October: anti-bullying month

Guest contributor: Nancy McDonald, OCCJ board member

How many of us have heard the saying, “sticks and stones may break your bones, but words will never hurt you!” Really? We know that words do hurt and for many of us, stay with us all of our days. It is a strange phenomenon that we will forget all of the good things that are said but the negative words will stay with us for a very long, long time. An accepted definition of bullying means any overt act on a continuous basis by a student/employee or group of students/employees directed against another student/employee with the intent to ridicule, harass, humiliate or intimidate the other party. Bullying can take place in the classroom, in the hall, on the playground, on the bus, in the neighborhood, or in the workplace. It is usually based on real or perceived race, color, religion, national origin, marital status, sex, sexual orientation, gender identity and expression, disability, either physical or mental, or on the basis of association with others identified by these categories. It may be formal or informal, written or verbal, physical or cyberbullying. And it usually is a student/employee who has more power and intends to harm a person with less power.
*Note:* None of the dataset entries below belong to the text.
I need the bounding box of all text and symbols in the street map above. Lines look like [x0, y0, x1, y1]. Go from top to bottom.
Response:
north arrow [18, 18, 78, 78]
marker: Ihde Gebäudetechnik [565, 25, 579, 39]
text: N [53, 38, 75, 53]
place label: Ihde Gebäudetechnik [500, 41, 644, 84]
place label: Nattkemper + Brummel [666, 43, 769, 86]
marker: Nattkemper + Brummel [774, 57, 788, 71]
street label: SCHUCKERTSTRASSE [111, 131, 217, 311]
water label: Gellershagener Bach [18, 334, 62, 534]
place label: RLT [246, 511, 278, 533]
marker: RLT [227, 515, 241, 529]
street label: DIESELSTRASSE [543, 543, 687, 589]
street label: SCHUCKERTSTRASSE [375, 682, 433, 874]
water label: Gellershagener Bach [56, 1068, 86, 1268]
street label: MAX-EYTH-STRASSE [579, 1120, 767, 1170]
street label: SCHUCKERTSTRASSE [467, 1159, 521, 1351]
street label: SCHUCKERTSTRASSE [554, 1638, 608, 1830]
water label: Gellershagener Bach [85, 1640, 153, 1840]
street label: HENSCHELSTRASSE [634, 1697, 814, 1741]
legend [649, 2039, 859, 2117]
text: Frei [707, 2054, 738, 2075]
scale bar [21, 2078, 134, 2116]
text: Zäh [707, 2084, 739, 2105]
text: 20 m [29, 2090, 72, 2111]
We know that the effects of bullying at an early age can persist long past childhood and adolescence into adulthood. The bully and the bullied will continue the behavior unless provided concrete strategies to assist them in overcoming the effects of such behavior. And so it behooves parents, churches, schools, non-profits and individuals to address bullying and reduce the consequences of such negative behavior.

Bullying and being bullied are acknowledged by the health community as problems for children such as suicide, depression, future violent behavior and poor mental health. Bullying and being bullied are acknowledged by teachers as barriers for learning, school attendance, dropping out of school, and isolation from peer interaction and social activities.
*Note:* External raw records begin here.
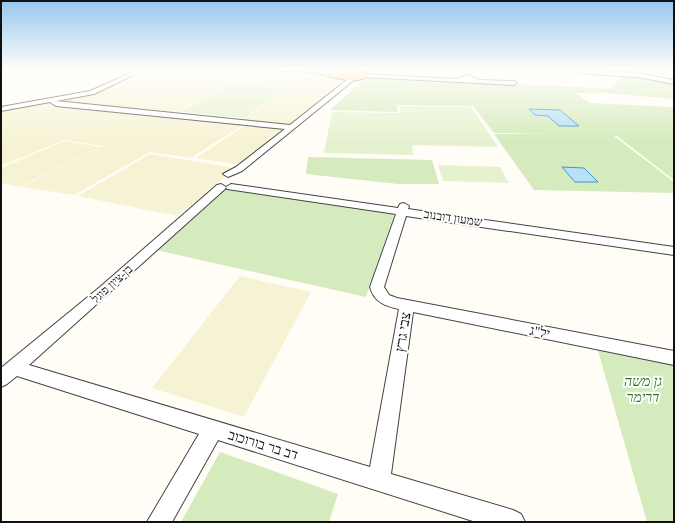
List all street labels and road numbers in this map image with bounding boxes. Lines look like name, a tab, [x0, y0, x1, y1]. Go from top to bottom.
street label: שמעון דובנוב	[423, 207, 484, 229]
street label: בן-ציון פוגל	[88, 262, 136, 307]
street label: צבי גרץ	[392, 311, 414, 353]
street label: יל"ג	[528, 323, 552, 341]
street label: דב בר בורוכוב	[226, 427, 300, 463]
In accordance with the Oklahoma law (legislation that was passed in 2011,) all school districts must have policies that address intervention and prevention of student bullying as well as provide training to all teachers and administrators on appropriate strategies to help all children learn how hurtful bullying can be and to help students understand the ramifications of such mean spirited words and actions.

To that end, Oklahoma Center for Community and Justice provides programs as a resource to schools to assist teachers and students understand bullying and to put in place preventive measures. These programs have been evaluated as to their effectiveness and offered free to any school that is interested. I know they work. When I hear a young child say to another, “ oh, you are stereotyping”, I know they have participated in Different and the Same. When I hear a young student say, “those words are so hurtful, I feel……,” I know they have participated in SOARS or Middletown and when I hear of young people thinking how they can make their school more inclusive, I know they have participated in Camp Anytown.

October is Anti-Bullying Month and let us, as citizens of our community, practice being kind to one another and to be good role models for all children. Let us STOP the bullying!